Compulsando os autos, especialmente o extrato do INSS, ID 4376475, p. 01/05, vê-se que todos os contratos de empréstimo ali consignados referentes ao banco ora apelado se iniciam com os números 0123. Além disso, no mesmo extrato não consta nenhum contrato somente com o número 324.346.083, razão pela qual não se encontra fundamento para se entender como dois contratos distintos.

Além disso, vê-se que a data e o valor é o mesmo do descrito na inicial não subsistindo o argumento da aperte apelante, devendo ser mantida a sentença monocrática.

Contrato é o acordo de duas ou mais vontades, na conformidade da ordem jurídica, destinado a estabelecer uma regulamentação de interesses entre as partes, com o escopo de adquirir, modificar ou extinguir relações jurídicas de natureza patrimonial. Sendo um negócio jurídico, requer, para sua validade, a observância dos requisitos legais exigidos no art. 104 do Código Civil, verbis:

A validade do negócio jurídico requer:

I – agente capaz;

II – objeto lícito, possível, determinado ou determinável;

III – forma prescrita ou não defesa em lei.”

Trazendo estes preceitos para o caso concreto, observo que os três requisitos foram cumpridos, não havendo nenhum motivo que possa ser apontado como capaz de anular o negócio jurídico, tal como quis a parte apelante.

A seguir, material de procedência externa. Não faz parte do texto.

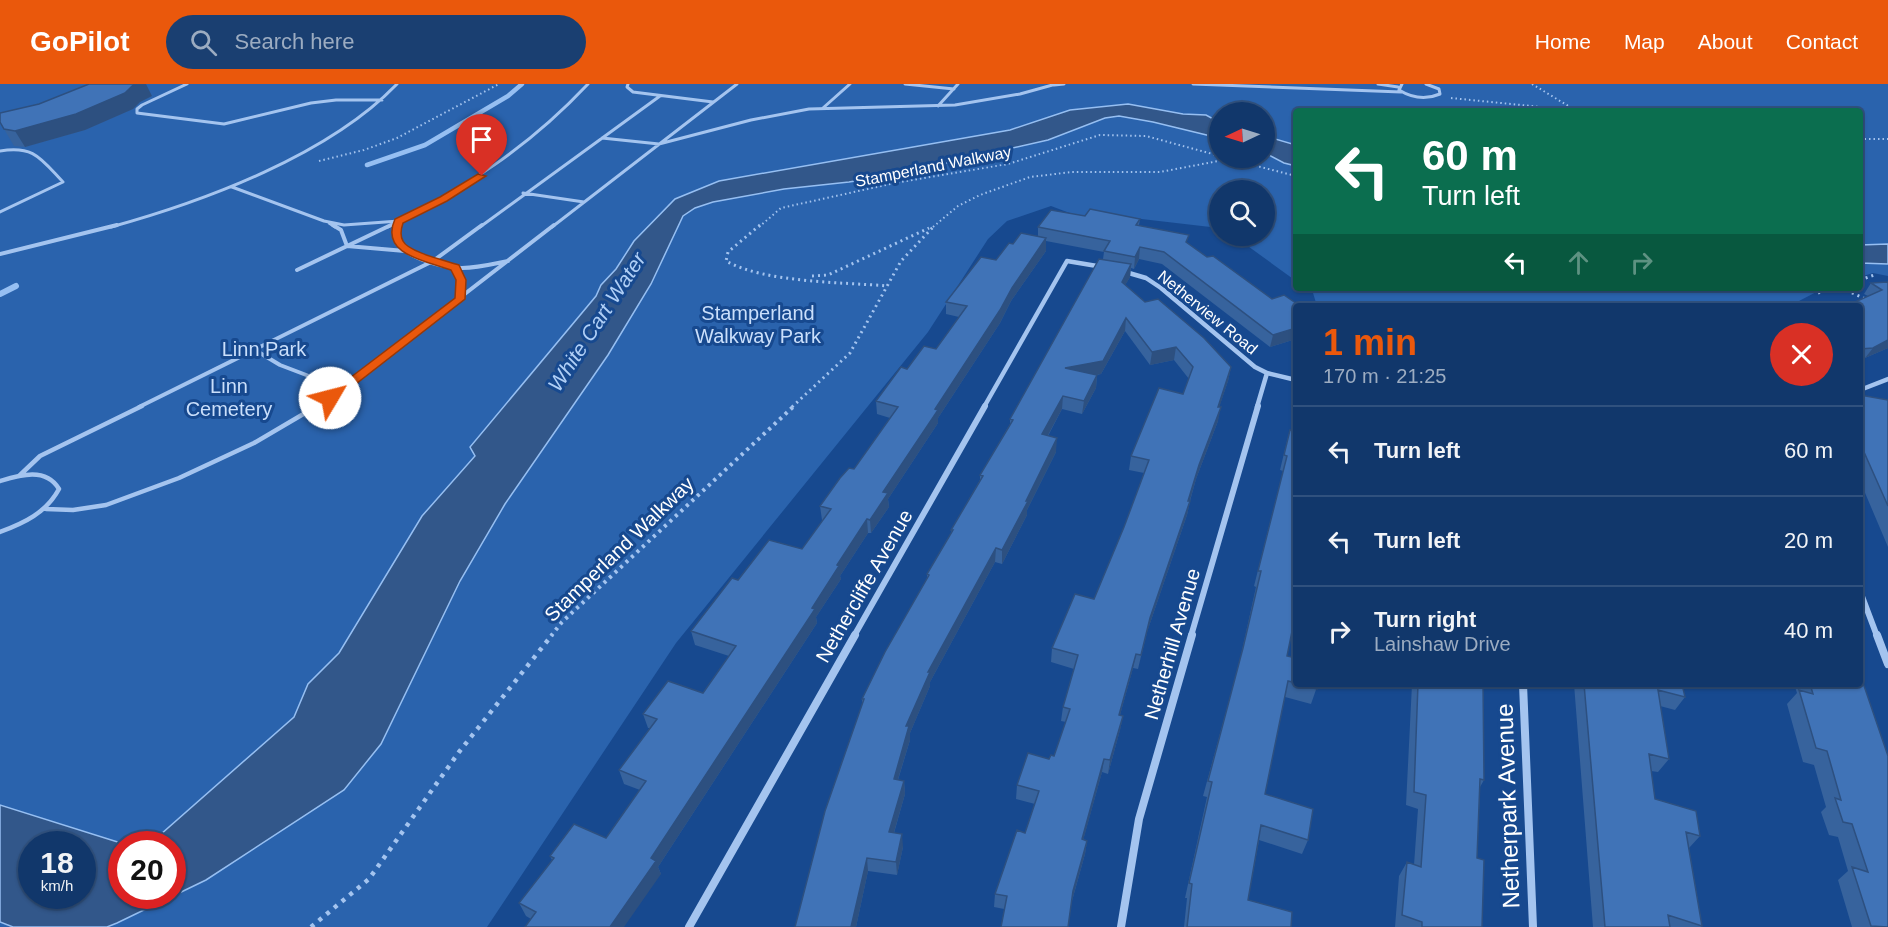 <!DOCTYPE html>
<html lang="en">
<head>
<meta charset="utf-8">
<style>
	body { margin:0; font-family:Arial,sans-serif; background:#1a3f71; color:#f1f3f6; height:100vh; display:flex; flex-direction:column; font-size:22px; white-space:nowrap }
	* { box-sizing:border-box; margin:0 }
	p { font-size:20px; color:#9cacc1 }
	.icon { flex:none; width:33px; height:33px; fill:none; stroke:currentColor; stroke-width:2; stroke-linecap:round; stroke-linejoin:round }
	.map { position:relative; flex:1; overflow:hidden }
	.side { position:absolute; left:1293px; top:219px; width:570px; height:384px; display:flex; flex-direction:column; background:#11376b; border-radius:6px; box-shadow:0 2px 4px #0004,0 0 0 2px #30517e }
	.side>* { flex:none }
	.banner { position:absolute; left:1293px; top:24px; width:570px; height:183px; border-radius:6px; box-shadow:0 2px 4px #0004,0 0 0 2px #30517e; background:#0b6e4f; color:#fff; overflow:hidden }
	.needle { width:39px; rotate:266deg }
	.controls { position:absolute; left:1209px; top:18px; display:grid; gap:12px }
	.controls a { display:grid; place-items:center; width:66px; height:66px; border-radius:50%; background:#11376b; box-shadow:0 2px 4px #0004,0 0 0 2px #30517e; font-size:30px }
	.speed { position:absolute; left:18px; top:747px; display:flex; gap:12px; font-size:30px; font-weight:700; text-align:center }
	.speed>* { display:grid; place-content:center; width:78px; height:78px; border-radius:50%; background:#11376b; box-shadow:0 2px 4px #0004,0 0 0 2px #30517e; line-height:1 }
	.speed small { font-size:15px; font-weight:400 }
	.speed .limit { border:9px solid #d22; background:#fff; color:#111 }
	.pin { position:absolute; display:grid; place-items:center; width:51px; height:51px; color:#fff; margin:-62px -26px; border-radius:50% 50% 50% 0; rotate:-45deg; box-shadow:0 0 6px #0007 }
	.pin .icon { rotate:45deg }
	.me { position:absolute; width:66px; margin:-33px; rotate:53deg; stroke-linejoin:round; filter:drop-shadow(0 0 4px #0008) }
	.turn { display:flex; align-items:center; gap:21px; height:126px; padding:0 30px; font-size:27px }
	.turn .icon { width:78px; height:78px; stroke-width:2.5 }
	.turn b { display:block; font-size:42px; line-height:51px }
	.lanes { display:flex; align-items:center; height:57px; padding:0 30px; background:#0003; justify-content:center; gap:30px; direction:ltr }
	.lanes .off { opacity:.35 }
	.round { display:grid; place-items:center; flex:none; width:63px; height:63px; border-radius:32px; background:#1a3f71 }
	.head { display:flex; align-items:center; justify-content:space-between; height:102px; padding:0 30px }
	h1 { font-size:36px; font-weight:600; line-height:45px; color:#ea580c }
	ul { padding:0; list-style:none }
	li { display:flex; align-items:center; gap:18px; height:90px; padding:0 30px; border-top:2px solid #30517e }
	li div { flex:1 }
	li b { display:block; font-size:22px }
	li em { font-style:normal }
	header { display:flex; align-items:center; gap:36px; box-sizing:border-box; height:84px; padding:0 30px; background:#ea580c; color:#fff }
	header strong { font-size:28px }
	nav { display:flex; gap:33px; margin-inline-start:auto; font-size:21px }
	.search { width:420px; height:54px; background:#1a3f71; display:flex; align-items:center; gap:15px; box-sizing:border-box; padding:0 21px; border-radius:33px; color:#9cacc1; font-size:22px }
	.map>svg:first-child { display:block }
</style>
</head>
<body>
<header>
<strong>GoPilot</strong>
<div class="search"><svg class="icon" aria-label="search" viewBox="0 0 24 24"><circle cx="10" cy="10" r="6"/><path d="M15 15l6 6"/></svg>Search here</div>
<nav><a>Home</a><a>Map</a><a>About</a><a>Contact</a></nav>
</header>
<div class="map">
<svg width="1888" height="843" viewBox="0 0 1888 843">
	<rect width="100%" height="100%" fill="#17498f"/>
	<path fill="#2a63ad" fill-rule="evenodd" d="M0,0H1888V160L1860,161V27H1296V197L1234,152H1264V106H1220L1219,144L1133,134L1075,131L1051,122L1007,137L988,155L928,248L676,559L487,843H0ZM1220,28H1264V74H1220ZM32,760H82V812H32ZM122,760H172V812H122Z
		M1860,170L1888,172V192L1873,189L1860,193Z
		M1306,204H1824L1799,217L1764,222H1317L1313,209Z"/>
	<path fill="#32578a" stroke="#96bff2" stroke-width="1.5" fill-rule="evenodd" d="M1128,20L1183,30L1206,31L1219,38V54L1153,38L1119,32L1105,34L1048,56L898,90L849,98L784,105L713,118L695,124L683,132L651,200L608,271L505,420L460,497L381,660L344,706L206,796L117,839L107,843H13L0,838V721L124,760H122V812H172V760H132L161,750L294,633L308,600L339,569L422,432L475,372L470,363L596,212L601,201L616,185L634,157L675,115L719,97L1010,46L1070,26ZM32,760H82V812H32Z
		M1265,52L1296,61V82L1284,79L1265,69Z
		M1888,160V180L1860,179V161Z"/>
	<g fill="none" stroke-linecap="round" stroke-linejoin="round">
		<path stroke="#96bff2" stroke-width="4.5" d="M367,81L425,61L508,12L522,0"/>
		<path stroke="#96bff2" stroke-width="6" d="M0,210L16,202"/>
		<path stroke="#a4c4ef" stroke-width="2" stroke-dasharray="1.5 3" stroke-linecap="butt" d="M1532,0L1570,23
			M1451,14L1581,27
			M1860,55H1888
			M319,77L364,66L397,54L499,0
			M759,143L781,124L895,99L1008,80L1100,51L1146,52L1220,72
			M933,143L958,122L980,111L1030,93L1072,88H1160L1229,75L1296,92"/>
		<path stroke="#a4c4ef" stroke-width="3" stroke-dasharray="2 4" stroke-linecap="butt" d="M760,141L728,168L726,177C766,199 841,198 888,202
			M812,192L828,191L929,144
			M1860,196L1874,191
			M1841,204L1868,216
			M1818,209L1832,204
			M792,323L850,269L901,177L935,141"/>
		<path stroke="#a4c4ef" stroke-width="4" stroke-dasharray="3 4.5" stroke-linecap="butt" d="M551,552L562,538L794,322"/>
		<path stroke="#a4c4ef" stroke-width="4.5" stroke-dasharray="4 6" stroke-linecap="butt" d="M311,843L369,795L459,668L552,551"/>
		<path stroke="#a4c4ef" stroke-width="3" d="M187,0L142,21L137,25V29L224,40L311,19L336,16H382
			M628,0L627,3L633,8L713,18
			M905,0L954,5
			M1193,0L1401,8
			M1378,0L1398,3
			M1402,0L1399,6C1412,14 1426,16 1440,10L1439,5L1426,0
			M1054,1L1064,0
			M938,22L958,0
			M823,24L850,0
			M602,54L659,60L751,36L809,25L955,21L1020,10L1056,0
			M0,67C34,61 41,75 63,98L0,128
			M232,103L324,137L344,141L399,137L398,143
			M523,109L584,118
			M329,139L335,143
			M111,143C205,117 329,71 397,0
			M388,143C466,103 527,65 588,0
			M480,143L660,12
			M552,143L737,0"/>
		<path stroke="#a4c4ef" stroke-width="4" d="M333,141L341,146L347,162L405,167
			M398,141C397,147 396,154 399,159C407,175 446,184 462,184C478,184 493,180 508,177
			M0,170L117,141
			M456,184L461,196L460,215
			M297,186L391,141
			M255,266L280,281L343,305
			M139,323L433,177L482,141
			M315,323L330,314L554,141"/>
		<path stroke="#a4c4ef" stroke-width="4.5" d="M19,392L40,372L142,322
			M0,397C20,391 46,383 59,405C46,429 24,439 0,448
			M46,425L73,426L106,421L179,394L254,359L317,322"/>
		<path stroke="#a4c4ef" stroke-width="4.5" d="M1122,187L1146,194L1161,204L1255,283L1267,289L1296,296
			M1860,306L1888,295
			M984,323L1067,177L1103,183
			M1257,323L1267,289"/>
		<path stroke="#a4c4ef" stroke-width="6" d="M1860,507L1877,552
			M854,552L985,322
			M1191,552L1258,322"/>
		<path stroke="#a4c4ef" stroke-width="8" d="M1877,551L1888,580
			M1523,600L1533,843
			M689,843L855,551
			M1121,843L1139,735L1192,551"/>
	</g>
	<path fill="#37639d" d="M152,12L140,18L133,25L85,46L25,63L14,62L4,45Z
		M1085,132L1140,135L1139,141L1188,160L1207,173L1272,215L1296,222V255L1270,263L1162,180L1139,175L1134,185L1131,184L1130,193L1125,201L1145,218L1231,283L1228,297L1219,323L1218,337L1196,395L1190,417L1187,431L1147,548L1138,585L1133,584L1120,631L1123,632L1120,646L1108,690L1102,688L1083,756L1087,757L1085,770L1072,817L1004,825L994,823L995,810L1025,749L1035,720L1016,715L1017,701L1054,672L1066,638L1061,637L1063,623L1074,585L1051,578L1052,564L1094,515L1124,443L1144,389L1129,386L1131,372L1183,310L1189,295L1174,276L1150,281L1125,247L1101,290L1097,291L1096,304L1082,330L1062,325L1048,352L1056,368L1027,426V431L1002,480L995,478L930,598V602L910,649V656L898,696L904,697L905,710L894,749L903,763L897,791L868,787L856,843H795L862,620V615L927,496V490L951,450V446L980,396V391L1010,340V335L1103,175L1104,168L1046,157V167L1011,217L1000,239L938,334V339L888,415L889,423L871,449H868L840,492L841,495L816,533L817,539L658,783L661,790L531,835L526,832L519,819L552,776L550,772L606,754L640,706L624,700L619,686L650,644H648L643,630L703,609L729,572L695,561L691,547L738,496L802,465L823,436H822L820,422L854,385L890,334L877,330L876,317L907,285L936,265L959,233L946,230V218L996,176L1013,160L1038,153V143Z
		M1888,198V264L1865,274L1860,275V222L1868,212L1864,210L1871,199Z
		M1860,311L1888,316V463L1860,397Z
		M1296,330V543L1293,542L1287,572L1296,574V600H1318L1311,620L1285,613L1265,710L1308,756L1302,770L1259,756L1248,816L1291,843H1184L1187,814H1185L1207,713L1203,712L1239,580L1256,503L1254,502L1283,387L1280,386L1286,361L1290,346L1292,347Z
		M1412,600H1483L1484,696L1480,703L1477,774L1482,843H1395L1399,792L1407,778L1414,781L1418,725L1406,721Z
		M1574,600H1682L1685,613L1675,626L1660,622L1669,675L1658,688L1651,687L1655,715L1700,752L1689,764L1702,842L1701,843H1593Z
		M1794,600H1860L1888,843H1852L1838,796L1848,787L1838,753L1829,751L1821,728L1826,723L1814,681L1803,678L1787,620L1797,609Z"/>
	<path fill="#2d5080" d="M136,0H146L152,12L140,18L133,25L85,46L25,63L15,47Z
		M1046,154V167L1011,217L1000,239L938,334V339L888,415L889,423L871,449L870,436L883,408L1012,204Z
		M1140,163L1139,175L1134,185L1135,173Z
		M1131,180L1130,193L1120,210L1122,198Z
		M1126,234L1125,247L1101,290L1064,297L1065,284Z
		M1296,244V255L1270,263L1273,251Z
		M1888,256V264L1865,274L1873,264Z
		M1176,263L1174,276L1150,281L1152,268Z
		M1231,283L1228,297L1215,336L1218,323Z
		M1097,291L1096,304L1082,330L1084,317Z
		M1063,312L1062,325L1041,364L1042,350Z
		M1221,323L1218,337L1196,395L1186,430L1188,417L1199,381Z
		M1057,354L1056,368L1027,426V431L1002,480V466L1026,417Z
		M1190,417L1187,431L1147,548L1138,585L1150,534Z
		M867,435L868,449L840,492L841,495L816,533L817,539L658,783L661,790L624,843H610L651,774L812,524L837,481Z
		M996,464L995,478L930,598V602L910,649V656L894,708V695L906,642L928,588Z
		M1136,570L1133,584L1116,645L1119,631Z
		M1123,632L1120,646L1108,690L1110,676Z
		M1104,675L1102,688L1080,768L1082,755Z
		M904,697L905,710L890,762L889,748Z
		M902,750L903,763L897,791L896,778Z
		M1087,757L1085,770L1071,820L1073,807Z
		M867,774L868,787L856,843H851Z"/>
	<path fill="#4073b7" stroke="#2d5080" stroke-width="1.5" d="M89,0H136L132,2L125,9L76,30L15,47L4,45L0,38V29L39,20Z
		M1090,125L1140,135L1136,141L1189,151L1186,158L1207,173L1213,172L1272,215L1284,211L1300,222H1296V244L1273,251L1164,168L1140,163L1135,173L1104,167L1110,157L1038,143L1051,126L1085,132Z
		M1021,149L1046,154L1012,204L1000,226L935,325L938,326L883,408L888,409L870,436L867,435L837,481L839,482L812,524L815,525L651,774L656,777L610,843H525L536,828L519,819L554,774L550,772L574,740L606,754L646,697L619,686L657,635L643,630L668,597L703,609L736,562L691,547L732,494L738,496L769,456L802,465L831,425L820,422L840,394L849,384L854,385L898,323L876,317L901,283L907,285L924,262L936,265L967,222L946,218L981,173L996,176L1009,159L1013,160Z
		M1099,175L1131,180L1122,198L1145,218L1158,215L1204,254L1231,283L1218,323H1221L1199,381L1188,417H1190L1150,534L1141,571L1136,570L1119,631L1123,632L1110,676L1104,675L1082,755L1087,757L1073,807L1068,843H1001L1007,812L995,810L1017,746L1025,749L1039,707L1017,701L1028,669L1049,675L1051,671L1054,672L1070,625L1063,623L1078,571L1052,564L1075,510L1094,515L1124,443L1149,376L1131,372L1159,304L1183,310L1193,283L1176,263L1152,268L1126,234L1103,277L1065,284L1097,291L1084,317L1063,312L1042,350L1057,354L1026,417H1028L1002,466L996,464L928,588H930L906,642H909L894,695L904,697L889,748L902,750L896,778L867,774L851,843H795L825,727L864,615H862L885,568L929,491L927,490L953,446H951L983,392L980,391L1013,336L1010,335Z
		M1888,198V256L1873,264L1860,265V222H1846L1882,206L1871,199Z
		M1860,311L1888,316V422L1860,359Z
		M1296,335V528L1287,572L1296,574V599L1288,597L1265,710L1313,725L1308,756L1261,741L1248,816L1292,828L1291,843H1187L1192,800L1189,799L1212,698L1208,697L1243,564L1261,487H1258L1287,372L1284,371L1290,346L1294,347Z
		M1860,590L1888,672V843L1871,842L1852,783L1868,788L1852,740L1843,738L1835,714L1841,716L1827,667L1816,664L1799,606L1813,610L1810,600H1860Z
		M1299,600H1318L1317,605Z
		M1418,600H1483L1484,696L1480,695L1477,774L1484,776L1482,843H1422V838L1402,831L1407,778L1421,783L1426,711L1414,708Z
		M1584,600H1682L1685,613L1658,606L1669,675L1649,670L1655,715L1696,727L1700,752L1686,748L1702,842L1668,831L1670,843H1605Z"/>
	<path fill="#ea580c" stroke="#983908" stroke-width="1.5" d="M478,90L486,92L447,117L403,139C401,145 400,152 403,157C408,168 447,177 459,181L466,196L465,215L334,317H326V312L455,214L456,196L451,186C427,177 379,171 395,135L440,113Z"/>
	<g text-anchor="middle" stroke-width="6" stroke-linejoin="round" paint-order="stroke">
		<g font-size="16" fill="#fff" stroke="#17498f">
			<text transform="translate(933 82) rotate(-11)" y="6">Stamperland Walkway</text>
			<text transform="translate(1208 228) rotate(39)" y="6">Netherview Road</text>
		</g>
		<g font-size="20" fill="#cadffb" stroke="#17498f">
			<text x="758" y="236">Stamperland<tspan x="758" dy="23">Walkway Park</tspan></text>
			<text x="264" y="272">Linn Park</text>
			<text x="229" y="309">Linn<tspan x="229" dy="23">Cemetery</tspan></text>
		</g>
		<g font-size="20" fill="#fff" stroke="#17498f">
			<text transform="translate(619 465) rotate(-44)" y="7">Stamperland Walkway</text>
			<text transform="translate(864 502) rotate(-60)" y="7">Nethercliffe Avenue</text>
			<text transform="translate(1172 560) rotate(-74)" y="7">Netherhill Avenue</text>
		</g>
		<g font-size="21" font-style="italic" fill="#b0cff6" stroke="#17498f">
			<text transform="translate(597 238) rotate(-57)" y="7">White Cart Water</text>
		</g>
		<g font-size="24" fill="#fff" stroke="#17498f">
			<text transform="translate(1508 722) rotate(-92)" y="8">Netherpark Avenue</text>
		</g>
	</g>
</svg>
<div class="controls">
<a><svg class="needle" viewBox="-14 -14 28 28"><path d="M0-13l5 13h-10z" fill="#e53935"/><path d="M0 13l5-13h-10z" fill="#9cacc1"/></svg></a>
<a><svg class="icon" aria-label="search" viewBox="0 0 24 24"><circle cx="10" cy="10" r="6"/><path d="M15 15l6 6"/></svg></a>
</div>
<div class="speed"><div>18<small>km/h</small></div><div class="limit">20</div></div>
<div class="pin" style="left:482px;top:92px;background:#d93025"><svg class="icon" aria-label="arrive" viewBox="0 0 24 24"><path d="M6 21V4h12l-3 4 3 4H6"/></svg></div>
<svg class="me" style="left:330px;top:314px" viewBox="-20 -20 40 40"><circle r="19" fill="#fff"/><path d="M0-13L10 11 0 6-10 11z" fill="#ea580c"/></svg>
<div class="banner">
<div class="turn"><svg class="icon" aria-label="left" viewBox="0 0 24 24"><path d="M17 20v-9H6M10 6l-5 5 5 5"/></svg><div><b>60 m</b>Turn left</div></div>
<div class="lanes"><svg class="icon" aria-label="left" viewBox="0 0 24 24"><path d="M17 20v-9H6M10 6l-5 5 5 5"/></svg><svg class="icon off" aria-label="ahead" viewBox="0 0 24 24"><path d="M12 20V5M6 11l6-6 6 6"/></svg><svg class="icon off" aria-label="right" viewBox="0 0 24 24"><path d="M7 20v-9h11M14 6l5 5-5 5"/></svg></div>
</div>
<section class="side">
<div class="head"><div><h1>1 min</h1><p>170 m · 21:25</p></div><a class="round" style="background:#d93025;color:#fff"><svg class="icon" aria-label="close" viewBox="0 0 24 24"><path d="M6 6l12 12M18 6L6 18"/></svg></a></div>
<ul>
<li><svg class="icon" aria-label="left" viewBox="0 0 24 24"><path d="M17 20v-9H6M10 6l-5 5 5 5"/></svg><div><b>Turn left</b></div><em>60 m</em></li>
<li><svg class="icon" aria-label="left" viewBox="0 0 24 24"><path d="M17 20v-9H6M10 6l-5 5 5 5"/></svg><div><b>Turn left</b></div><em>20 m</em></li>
<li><svg class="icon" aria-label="right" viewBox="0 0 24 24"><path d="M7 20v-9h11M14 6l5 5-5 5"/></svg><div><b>Turn right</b><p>Lainshaw Drive</p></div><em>40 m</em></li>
</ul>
</section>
</div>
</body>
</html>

Vejamos, pois, o que se entende como agente capaz.

 

O art. 1º do Código Civil assim assevera: Toda pessoa é capaz de direitos e deveres na ordem civil.

Nesta linha de determinações, o art. 2º reza que: “A personalidade civil da pessoa começa do nascimento com vida; mas a lei põe a salvo, desde a concepção, os direitos do nascituro.

Por fim, devo verificar o que preveem os artigos 3º e 4º, verbis:

Art. 3º São absolutamente incapazes de exercer pessoalmente os atos da vida civil:

I – os menores de dezesseis anos;

II – os que, por enfermidade ou deficiência mental, não tiverem o necessário discernimento para a prática desses atos;

III – os que, mesmo por causa transitória, não puderem exprimir sua vontade.

Art. 4º São incapazes, relativamente a certos atos, ou à maneira de os exercer:

I – os maiores de dezesseis e menores de dezoito anos;

II – os ébrios habituais, os viciados em tóxicos, e os que, por deficiência mental, tenham o discernimento reduzido;

III – os excepcionais, sem desenvolvimento mental completo;

IV – os pródigos.

Parágrafo único. A capacidade dos índios será regulada por legislação especial.”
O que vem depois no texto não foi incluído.